As shown in Table 3 for the 8352Y test, the maximum number of samples that can be processed simultaneously is around 14 samples. Although a 14-sample test was not performed, 14 samples could likely be the maximum number of samples that can be processed together because the two pipelines were failed on the 16-sample test. In other words, ~ 6 genomes per day throughput is achievable with 8352Y. Also, 8358 shows 2 failed processes when 16 samples were processed simultaneously while the throughput reached ~7 genomes per day (Table 4).

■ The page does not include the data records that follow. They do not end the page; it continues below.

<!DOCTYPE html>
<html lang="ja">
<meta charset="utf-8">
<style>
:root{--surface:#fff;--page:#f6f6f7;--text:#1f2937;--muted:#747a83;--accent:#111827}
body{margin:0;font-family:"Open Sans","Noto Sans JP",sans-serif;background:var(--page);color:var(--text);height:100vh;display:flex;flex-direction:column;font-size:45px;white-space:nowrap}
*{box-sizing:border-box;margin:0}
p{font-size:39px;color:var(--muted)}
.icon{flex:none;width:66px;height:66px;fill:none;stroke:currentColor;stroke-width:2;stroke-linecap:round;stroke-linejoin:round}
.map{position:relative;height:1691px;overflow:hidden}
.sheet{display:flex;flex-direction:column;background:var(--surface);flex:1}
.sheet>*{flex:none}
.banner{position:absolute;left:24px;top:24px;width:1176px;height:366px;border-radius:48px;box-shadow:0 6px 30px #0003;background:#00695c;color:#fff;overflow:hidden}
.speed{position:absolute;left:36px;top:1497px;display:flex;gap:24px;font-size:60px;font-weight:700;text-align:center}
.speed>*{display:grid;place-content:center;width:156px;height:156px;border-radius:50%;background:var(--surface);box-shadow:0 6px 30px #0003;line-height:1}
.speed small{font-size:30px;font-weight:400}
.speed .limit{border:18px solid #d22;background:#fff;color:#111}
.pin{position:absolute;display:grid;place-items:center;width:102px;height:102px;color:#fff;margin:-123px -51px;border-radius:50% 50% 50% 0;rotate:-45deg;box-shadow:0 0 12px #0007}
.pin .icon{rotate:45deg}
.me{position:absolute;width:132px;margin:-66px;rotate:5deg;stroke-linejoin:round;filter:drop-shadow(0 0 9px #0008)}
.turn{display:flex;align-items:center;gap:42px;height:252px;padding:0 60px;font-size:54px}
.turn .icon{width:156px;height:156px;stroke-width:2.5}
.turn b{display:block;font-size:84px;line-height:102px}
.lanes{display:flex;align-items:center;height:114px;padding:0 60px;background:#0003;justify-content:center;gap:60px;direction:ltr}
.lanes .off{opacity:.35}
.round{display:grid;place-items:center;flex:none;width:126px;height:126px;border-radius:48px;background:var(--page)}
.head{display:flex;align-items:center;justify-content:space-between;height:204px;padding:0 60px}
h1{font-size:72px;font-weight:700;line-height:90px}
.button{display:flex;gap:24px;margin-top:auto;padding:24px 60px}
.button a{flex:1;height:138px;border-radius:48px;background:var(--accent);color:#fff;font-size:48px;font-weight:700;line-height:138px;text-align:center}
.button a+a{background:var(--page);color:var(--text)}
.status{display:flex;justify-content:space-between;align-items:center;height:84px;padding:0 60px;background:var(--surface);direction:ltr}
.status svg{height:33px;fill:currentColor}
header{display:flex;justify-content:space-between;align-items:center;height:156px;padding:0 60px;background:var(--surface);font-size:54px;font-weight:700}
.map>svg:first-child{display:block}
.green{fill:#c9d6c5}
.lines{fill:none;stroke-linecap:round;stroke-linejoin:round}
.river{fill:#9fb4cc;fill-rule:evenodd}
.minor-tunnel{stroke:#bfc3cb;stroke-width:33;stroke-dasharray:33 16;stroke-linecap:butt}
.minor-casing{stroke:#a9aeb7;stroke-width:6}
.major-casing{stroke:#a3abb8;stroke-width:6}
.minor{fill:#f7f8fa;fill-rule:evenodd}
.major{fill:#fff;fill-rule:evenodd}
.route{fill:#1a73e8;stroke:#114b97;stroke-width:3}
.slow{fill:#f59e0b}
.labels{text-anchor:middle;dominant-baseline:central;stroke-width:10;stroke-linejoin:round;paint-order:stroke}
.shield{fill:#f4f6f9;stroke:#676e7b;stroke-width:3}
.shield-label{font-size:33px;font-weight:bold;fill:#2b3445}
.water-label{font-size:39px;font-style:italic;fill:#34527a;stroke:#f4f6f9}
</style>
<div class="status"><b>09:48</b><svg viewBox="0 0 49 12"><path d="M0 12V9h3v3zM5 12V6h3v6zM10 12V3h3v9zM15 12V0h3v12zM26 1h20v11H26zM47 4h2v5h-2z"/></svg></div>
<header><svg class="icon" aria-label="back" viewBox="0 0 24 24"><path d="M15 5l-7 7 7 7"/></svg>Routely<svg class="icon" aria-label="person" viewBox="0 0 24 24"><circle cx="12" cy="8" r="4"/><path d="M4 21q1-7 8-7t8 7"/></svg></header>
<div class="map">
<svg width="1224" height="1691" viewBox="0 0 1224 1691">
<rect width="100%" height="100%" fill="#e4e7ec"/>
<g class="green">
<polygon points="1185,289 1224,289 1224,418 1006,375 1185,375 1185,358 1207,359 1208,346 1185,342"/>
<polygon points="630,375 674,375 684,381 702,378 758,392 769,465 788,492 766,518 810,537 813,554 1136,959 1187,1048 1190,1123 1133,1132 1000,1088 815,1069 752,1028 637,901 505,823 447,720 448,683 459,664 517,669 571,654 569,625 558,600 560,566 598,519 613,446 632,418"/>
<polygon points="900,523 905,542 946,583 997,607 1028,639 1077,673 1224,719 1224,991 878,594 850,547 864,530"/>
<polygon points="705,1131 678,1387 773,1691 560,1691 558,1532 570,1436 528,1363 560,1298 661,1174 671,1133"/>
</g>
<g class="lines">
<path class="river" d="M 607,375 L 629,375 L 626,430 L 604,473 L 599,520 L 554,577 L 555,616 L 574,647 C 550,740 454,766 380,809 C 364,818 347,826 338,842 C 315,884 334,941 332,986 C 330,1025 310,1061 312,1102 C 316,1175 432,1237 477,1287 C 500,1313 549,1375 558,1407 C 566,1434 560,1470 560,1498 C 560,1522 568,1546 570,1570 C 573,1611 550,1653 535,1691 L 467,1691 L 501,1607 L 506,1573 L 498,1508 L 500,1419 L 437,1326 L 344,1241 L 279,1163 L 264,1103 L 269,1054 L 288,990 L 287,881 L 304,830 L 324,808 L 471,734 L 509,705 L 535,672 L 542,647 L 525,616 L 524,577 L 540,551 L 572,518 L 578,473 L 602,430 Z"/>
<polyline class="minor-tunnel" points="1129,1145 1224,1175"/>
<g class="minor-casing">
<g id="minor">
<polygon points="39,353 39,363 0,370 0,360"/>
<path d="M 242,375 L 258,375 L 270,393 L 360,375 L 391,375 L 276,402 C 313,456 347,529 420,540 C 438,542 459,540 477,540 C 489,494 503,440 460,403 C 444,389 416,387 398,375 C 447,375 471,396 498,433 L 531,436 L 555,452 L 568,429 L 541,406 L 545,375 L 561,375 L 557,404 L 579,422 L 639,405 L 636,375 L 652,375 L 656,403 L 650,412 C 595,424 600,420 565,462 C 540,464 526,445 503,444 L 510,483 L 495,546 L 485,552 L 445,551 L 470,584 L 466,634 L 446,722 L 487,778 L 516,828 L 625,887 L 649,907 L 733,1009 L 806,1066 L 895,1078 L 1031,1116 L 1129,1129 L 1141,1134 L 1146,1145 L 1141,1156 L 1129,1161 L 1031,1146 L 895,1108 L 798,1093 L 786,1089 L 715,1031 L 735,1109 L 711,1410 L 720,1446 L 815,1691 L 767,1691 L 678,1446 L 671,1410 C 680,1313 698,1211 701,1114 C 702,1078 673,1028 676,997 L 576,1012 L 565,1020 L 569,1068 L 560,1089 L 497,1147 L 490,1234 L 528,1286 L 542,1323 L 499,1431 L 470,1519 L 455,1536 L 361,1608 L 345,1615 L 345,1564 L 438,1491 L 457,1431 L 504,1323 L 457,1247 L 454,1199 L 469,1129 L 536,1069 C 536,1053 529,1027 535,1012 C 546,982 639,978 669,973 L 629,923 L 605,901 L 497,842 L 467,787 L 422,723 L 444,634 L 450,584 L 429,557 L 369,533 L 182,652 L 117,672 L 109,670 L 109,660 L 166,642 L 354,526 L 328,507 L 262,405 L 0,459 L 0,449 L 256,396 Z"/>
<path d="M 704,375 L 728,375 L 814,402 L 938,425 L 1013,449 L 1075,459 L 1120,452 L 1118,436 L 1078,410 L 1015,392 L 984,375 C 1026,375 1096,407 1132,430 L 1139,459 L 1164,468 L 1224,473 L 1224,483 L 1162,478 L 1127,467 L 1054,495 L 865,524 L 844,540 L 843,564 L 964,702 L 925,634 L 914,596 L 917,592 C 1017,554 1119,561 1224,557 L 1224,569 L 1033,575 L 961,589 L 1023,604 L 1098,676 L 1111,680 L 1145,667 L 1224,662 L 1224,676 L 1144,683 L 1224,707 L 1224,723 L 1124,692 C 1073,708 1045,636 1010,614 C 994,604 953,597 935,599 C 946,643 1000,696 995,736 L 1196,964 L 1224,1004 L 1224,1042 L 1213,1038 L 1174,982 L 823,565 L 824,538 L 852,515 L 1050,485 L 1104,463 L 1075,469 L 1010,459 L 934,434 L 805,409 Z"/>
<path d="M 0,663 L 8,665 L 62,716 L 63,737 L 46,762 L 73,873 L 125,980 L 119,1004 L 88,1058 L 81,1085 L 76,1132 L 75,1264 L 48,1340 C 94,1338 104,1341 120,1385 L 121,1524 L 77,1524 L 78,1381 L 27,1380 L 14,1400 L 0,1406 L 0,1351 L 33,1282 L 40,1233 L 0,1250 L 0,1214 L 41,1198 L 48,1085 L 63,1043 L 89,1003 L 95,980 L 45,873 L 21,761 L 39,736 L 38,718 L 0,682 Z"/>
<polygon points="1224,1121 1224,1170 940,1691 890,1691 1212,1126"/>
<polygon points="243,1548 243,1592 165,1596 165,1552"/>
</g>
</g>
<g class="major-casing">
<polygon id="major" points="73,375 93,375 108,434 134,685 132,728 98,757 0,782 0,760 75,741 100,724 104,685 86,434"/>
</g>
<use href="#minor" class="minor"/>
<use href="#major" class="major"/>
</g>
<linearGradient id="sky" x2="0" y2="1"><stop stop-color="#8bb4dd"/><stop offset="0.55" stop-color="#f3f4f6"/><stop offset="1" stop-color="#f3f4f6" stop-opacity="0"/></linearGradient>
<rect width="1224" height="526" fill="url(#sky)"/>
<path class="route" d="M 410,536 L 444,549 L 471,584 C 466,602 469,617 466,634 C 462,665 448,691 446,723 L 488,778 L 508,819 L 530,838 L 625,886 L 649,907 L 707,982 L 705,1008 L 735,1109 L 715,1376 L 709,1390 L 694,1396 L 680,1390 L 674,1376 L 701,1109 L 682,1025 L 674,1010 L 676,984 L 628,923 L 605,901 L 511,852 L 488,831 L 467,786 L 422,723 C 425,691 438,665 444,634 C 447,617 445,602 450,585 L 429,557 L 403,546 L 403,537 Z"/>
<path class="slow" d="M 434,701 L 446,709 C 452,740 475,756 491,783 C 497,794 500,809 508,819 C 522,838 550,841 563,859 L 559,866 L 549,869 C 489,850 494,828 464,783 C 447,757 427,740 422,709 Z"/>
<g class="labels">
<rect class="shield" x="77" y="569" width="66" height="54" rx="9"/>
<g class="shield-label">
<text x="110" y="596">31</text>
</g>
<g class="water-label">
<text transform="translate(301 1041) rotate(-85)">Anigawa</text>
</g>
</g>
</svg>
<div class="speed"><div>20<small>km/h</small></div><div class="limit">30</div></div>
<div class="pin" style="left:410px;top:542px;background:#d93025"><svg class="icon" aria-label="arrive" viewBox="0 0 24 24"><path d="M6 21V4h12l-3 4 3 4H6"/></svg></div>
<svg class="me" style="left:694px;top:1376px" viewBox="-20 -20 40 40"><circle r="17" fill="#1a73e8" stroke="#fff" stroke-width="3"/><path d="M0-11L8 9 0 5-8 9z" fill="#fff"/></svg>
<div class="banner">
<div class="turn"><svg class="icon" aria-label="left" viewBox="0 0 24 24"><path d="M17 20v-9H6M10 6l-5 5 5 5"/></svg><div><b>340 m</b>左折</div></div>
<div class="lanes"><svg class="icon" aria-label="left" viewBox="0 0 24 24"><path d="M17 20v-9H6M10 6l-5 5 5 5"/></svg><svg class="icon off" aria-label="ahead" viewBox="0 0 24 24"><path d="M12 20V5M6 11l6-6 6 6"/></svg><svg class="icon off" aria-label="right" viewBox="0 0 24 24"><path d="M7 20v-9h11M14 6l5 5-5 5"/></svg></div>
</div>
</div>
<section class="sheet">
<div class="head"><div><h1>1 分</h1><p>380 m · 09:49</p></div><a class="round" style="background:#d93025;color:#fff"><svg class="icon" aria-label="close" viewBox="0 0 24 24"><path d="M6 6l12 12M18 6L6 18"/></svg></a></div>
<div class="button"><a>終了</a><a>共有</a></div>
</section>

Steps | Runtime with a various number of samples | |||||
Number of samples | 1 | 2 | 4 | 8 | 12 | 16 |
Number of samples Failed | 0 | 0 | 0 | 0 | 0 | 2 |
Mapping and sorting | 2.84 | 4.20 | 7.11 | 13.44 | 20.77 | 26.62 |
Mark duplicates | 1.17 | 1.18 | 1.29 | 1.77 | 2.49 | 3.05 |
Generate realigning targets | 0.46 | 0.51 | 0.52 | 0.77 | 1.09 | 1.25 |
Insertion and deletion realigning | 7.94 | 8.04 | 8.02 | 8.00 | 8.26 | 8.11 |
Base recalibration | 2.00 | 2.16 | 2.83 | 4.41 | 6.04 | 7.20 |
Haplotypercaller | 8.00 | 7.93 | 9.10 | 9.24 | 9.31 | 9.26 |
Genotype GVCFs | 0.02 | 0.02 | 0.03 | 0.02 | 0.03 | 0.04 |
Variant recalibration | 0.17 | 0.20 | 0.21 | 0.20 | 0.19 | 0.23 |
Apply variant recalibration | 0.01 | 0.02 | 0.02 | 0.02 | 0.02 | 0.03 |
Total runtime (hours) | 22.60 | 24.26 | 29.12 | 37.89 | 48.20 | 55.78 |
Genomes per day | 1.06 | 1.98 | 3.30 | 5.07 | 5.98 | 6.02 |
Steps | Runtime with a various number of samples | |||||
Number of samples | 1 | 8 | 12 | 14 | 16 | 1 |
Number of samples Failed | 0 | 0 | 0 | 0 | 2 | 0 |
Mapping and sorting | 2.67 | 11.79 | 18.26 | 22.84 | 24.34 | 2.67 |
Mark duplicates | 1.16 | 1.51 | 2.18 | 2.59 | 2.65 | 1.16 |
Generate realigning targets | 0.43 | 0.70 | 0.96 | 1.17 | 1.15 | 0.43 |
Insertion and deletion realigning | 7.97 | 8.00 | 7.99 | 8.20 | 8.19 | 7.97 |
Base recalibration | 1.94 | 4.05 | 5.65 | 6.47 | 6.56 | 1.94 |
Haplotypercaller | 8.00 | 8.21 | 8.22 | 8.24 | 8.25 | 8.00 |
Genotype GVCFs | 0.02 | 0.03 | 0.03 | 0.03 | 0.02 | 0.02 |
Variant recalibration | 0.18 | 0.25 | 0.14 | 0.30 | 0.30 | 0.18 |
Apply variant recalibration | 0.01 | 0.01 | 0.02 | 0.02 | 0.02 | 0.01 |
Total runtime (hours) | 22.37 | 34.55 | 43.44 | 49.86 | 51.49 | 22.37 |
Genomes per day | 1.07 | 5.56 | 6.63 | 6.74 | 6.53 | 1.07 |
Conclusion
The field of NGS data analysis has been moving fast in terms of data growth and data variations. The majority of the open-source applications in NGS data analysis are unable to take advantage of accelerator technology and do not scale well over the number of cores. It is time that users need to think about how this problem can be tackled. One simple way to avoid this problem is to perform data-level parallelization. Although the decision of making when to split data is pretty hard, it is tractable with careful interventions in an existing BWA-GATK pipeline without diluting statistical power with a sheer number of data. If each smaller data chunk goes through an individual pipeline on each core and is merged at the end, it could be possible to achieve better performance on a single sample. This performance gain could lead to higher throughput if the overall runtime reduces significantly.
Nonetheless, 3rd Generation Intel® Xeon® Scalable Processors, especially 8352Y, and 8358 are excellent choices for the highest variant calling analysis throughput and single sample analysis.